On Wednesday, the Post reported that Weiner’s campaign was working with Crowds on Demand, a company that specializes in providing crowds of actors for a price.
According to the Post’s source, the campaign reached out to the California business after new revelations of inappropriate behavior surfaced. Sydney Leathers, an Indiana woman who had been in contact with Weiner even after his resignation from Congress, came forward earlier this summer. His campaign has been on the defensive ever since, losing standing in the polls and trying to regain its footing after the rehabilitation narrative had been shown false.
One of the most recent instances of the campaign’s use of “rent-a-crowds” came in the Dominican Day Parade on August 11. In that event, actors were paid $15 an hour to provide enthusiastic backing for the candidate.

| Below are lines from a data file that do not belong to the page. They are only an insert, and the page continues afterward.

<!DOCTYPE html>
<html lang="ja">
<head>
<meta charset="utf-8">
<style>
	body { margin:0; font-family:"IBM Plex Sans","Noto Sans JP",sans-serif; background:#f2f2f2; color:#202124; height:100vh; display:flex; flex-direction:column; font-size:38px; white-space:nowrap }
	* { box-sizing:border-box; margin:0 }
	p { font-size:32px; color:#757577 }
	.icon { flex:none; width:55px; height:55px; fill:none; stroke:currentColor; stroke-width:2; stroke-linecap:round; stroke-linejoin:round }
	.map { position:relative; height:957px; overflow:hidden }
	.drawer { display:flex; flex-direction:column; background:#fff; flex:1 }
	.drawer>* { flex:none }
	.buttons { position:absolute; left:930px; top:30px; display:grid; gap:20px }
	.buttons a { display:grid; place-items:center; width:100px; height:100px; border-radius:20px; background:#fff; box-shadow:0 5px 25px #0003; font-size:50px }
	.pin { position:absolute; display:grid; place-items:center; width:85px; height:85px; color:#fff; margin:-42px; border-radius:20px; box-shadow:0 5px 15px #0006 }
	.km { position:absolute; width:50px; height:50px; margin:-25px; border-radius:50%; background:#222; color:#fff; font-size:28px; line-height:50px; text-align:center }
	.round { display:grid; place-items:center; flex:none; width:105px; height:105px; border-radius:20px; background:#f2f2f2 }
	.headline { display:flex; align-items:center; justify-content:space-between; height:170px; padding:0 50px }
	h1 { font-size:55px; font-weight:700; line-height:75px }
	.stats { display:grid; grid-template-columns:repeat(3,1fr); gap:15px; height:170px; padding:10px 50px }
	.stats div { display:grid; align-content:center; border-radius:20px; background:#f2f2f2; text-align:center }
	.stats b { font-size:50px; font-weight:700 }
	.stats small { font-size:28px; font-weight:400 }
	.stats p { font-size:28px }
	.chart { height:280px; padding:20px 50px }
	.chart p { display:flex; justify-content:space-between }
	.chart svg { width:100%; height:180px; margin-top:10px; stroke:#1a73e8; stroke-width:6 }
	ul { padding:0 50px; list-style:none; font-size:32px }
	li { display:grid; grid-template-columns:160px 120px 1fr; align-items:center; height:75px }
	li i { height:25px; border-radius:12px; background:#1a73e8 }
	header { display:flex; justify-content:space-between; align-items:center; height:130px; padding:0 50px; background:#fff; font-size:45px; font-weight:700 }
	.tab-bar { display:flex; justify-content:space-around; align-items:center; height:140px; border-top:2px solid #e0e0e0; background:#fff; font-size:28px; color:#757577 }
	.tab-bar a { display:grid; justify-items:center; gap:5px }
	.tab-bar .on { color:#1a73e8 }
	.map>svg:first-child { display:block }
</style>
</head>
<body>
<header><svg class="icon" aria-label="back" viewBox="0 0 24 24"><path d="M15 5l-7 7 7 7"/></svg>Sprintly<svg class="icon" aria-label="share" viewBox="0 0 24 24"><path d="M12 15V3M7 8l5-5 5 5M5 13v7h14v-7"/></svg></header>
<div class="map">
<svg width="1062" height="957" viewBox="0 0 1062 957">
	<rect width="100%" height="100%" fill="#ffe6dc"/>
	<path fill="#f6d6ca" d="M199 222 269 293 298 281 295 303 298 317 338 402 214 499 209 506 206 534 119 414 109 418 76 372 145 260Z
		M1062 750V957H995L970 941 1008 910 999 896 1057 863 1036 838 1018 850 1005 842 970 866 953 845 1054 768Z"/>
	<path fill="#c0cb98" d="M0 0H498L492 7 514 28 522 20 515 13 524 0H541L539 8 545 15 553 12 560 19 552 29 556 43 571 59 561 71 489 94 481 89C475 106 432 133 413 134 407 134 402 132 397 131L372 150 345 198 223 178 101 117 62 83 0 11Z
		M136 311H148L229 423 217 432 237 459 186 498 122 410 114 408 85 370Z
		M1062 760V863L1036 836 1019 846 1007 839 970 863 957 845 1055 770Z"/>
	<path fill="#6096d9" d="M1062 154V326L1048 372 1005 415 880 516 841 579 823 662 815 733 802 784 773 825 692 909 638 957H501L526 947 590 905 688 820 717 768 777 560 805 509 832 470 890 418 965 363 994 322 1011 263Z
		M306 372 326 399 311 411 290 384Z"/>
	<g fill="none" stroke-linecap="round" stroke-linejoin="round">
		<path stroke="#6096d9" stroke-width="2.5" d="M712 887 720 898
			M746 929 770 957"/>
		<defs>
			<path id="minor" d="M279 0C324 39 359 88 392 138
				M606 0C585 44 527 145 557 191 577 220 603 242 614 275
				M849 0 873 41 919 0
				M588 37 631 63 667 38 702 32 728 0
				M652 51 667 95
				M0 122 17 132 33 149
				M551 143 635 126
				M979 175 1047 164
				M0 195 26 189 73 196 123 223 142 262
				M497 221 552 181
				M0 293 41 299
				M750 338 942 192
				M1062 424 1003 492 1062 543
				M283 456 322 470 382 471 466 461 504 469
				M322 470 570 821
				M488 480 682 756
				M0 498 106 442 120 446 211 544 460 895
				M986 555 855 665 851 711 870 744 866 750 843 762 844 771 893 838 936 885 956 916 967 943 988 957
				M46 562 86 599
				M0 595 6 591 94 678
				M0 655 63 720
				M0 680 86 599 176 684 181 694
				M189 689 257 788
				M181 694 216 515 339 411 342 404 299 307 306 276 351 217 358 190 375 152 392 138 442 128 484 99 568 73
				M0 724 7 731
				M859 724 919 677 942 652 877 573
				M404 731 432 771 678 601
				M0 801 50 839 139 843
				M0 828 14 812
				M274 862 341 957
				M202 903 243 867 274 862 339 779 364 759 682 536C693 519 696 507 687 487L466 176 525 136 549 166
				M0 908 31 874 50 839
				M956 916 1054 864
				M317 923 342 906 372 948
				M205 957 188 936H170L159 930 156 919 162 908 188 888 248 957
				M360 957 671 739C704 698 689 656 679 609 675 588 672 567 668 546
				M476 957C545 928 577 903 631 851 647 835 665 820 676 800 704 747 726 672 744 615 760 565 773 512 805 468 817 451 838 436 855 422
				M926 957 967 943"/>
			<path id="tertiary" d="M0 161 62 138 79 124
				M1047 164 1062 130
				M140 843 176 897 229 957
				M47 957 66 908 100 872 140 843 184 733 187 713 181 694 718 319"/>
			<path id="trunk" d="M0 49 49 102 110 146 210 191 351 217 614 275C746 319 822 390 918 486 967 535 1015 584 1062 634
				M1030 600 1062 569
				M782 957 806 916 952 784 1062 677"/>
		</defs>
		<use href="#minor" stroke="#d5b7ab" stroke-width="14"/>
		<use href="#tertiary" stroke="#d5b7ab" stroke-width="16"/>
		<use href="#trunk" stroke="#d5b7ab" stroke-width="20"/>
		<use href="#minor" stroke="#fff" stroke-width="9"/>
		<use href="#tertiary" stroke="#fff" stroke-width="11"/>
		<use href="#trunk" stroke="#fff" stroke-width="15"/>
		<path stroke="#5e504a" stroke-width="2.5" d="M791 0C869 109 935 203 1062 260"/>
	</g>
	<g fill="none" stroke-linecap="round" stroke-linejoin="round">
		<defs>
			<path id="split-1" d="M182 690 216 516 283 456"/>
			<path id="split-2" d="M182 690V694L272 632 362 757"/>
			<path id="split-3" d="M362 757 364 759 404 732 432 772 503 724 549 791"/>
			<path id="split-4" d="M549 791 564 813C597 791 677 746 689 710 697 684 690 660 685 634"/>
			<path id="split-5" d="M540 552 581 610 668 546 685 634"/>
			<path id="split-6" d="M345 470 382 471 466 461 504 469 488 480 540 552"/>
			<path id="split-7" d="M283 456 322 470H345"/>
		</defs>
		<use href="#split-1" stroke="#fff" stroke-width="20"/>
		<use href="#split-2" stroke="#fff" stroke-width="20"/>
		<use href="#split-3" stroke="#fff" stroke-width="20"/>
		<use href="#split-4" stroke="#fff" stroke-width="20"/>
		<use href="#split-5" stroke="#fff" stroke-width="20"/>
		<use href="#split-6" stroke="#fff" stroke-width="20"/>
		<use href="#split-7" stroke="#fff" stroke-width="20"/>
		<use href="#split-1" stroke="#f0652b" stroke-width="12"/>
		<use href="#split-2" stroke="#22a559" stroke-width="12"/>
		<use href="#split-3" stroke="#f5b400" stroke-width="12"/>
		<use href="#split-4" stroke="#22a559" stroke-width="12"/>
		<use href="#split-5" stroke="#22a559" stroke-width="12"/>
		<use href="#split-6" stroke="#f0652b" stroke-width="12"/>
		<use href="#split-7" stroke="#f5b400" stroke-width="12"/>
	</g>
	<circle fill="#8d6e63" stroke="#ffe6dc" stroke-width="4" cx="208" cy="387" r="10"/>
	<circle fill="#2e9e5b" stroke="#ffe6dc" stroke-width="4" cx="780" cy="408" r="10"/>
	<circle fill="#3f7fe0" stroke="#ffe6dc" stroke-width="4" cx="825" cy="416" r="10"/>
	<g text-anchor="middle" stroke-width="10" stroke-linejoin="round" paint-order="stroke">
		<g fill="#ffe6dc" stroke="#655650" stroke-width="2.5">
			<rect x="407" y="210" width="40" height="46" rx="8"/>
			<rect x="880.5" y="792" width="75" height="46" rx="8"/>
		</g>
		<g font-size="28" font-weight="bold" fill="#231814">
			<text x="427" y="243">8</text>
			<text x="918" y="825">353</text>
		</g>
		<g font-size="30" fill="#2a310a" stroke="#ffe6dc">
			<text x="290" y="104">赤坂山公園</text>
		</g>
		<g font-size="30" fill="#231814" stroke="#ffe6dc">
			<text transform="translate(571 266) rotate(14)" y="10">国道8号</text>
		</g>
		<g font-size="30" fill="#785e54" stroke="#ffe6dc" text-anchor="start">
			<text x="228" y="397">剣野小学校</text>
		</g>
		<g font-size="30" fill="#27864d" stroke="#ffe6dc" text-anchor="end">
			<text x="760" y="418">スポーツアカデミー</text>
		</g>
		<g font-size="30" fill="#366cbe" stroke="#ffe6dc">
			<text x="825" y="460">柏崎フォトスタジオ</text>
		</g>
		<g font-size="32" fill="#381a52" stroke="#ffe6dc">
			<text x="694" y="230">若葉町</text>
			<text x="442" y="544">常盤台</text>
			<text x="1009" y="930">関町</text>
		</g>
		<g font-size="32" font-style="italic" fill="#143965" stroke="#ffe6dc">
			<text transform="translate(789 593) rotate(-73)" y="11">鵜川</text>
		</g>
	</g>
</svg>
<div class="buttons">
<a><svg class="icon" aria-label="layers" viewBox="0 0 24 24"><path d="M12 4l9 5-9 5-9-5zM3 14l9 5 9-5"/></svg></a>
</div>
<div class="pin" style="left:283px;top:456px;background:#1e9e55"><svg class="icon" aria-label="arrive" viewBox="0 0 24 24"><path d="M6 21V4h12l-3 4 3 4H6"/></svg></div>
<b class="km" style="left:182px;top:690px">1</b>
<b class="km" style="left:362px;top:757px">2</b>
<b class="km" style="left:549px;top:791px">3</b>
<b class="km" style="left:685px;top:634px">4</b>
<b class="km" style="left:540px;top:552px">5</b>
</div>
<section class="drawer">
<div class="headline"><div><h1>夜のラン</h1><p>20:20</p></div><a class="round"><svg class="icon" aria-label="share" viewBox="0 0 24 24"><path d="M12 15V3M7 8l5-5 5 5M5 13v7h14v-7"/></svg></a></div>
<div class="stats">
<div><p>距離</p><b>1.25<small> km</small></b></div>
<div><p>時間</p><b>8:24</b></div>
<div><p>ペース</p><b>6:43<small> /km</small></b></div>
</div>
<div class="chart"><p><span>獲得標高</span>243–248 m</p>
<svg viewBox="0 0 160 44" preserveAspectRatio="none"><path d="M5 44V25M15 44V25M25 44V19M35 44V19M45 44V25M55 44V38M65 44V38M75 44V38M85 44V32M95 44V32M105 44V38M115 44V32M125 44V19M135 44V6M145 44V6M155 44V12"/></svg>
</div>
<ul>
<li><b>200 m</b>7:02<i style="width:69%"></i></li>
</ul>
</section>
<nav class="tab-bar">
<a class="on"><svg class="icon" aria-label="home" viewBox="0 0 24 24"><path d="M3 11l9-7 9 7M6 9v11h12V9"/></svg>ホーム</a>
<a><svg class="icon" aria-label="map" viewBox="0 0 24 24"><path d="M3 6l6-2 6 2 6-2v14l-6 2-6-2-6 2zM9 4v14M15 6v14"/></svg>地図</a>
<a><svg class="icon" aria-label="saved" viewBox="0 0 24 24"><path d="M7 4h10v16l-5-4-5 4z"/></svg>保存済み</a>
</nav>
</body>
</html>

Crowds on Demand did not comment, but Weiner spokeswoman Barbara Morgan told the Post that they had “never heard of this company and certainly never used them.”
“We are proud we’ve always had the biggest and most fired-up crowds,” she also said. “That’s enthusiasm the other campaigns just can’t buy.”
The Post’s source, however, said that the Santa Monica-based Crowds on Demand was tasked with providing people who could act as if they were “either supporters or people who met him and became supporters as a result of that encounter.” Besides bolstering the number of existing supporters, the goal was apparently also to show that people skeptical of his candidacy would be convinced by meeting and talking to him.
Weiner could use the show of support given that he’s gone from frontrunner to fourth place in the crowded mayoral field in less than a month, according to the most recent poll from Quinnipiac University. New York City Public Advocate Bill de Blasio has the backing of 36% of likely Democratic voters, while only 8% say they would vote for Weiner. A month ago, Weiner was sitting at 26% and de Blasio 15%, showing just how much the race has flipped in such a short time period.
After the report was published Wednesday morning, Weiner tweeted that it was a hoax and questioned whether the Post would retract its story.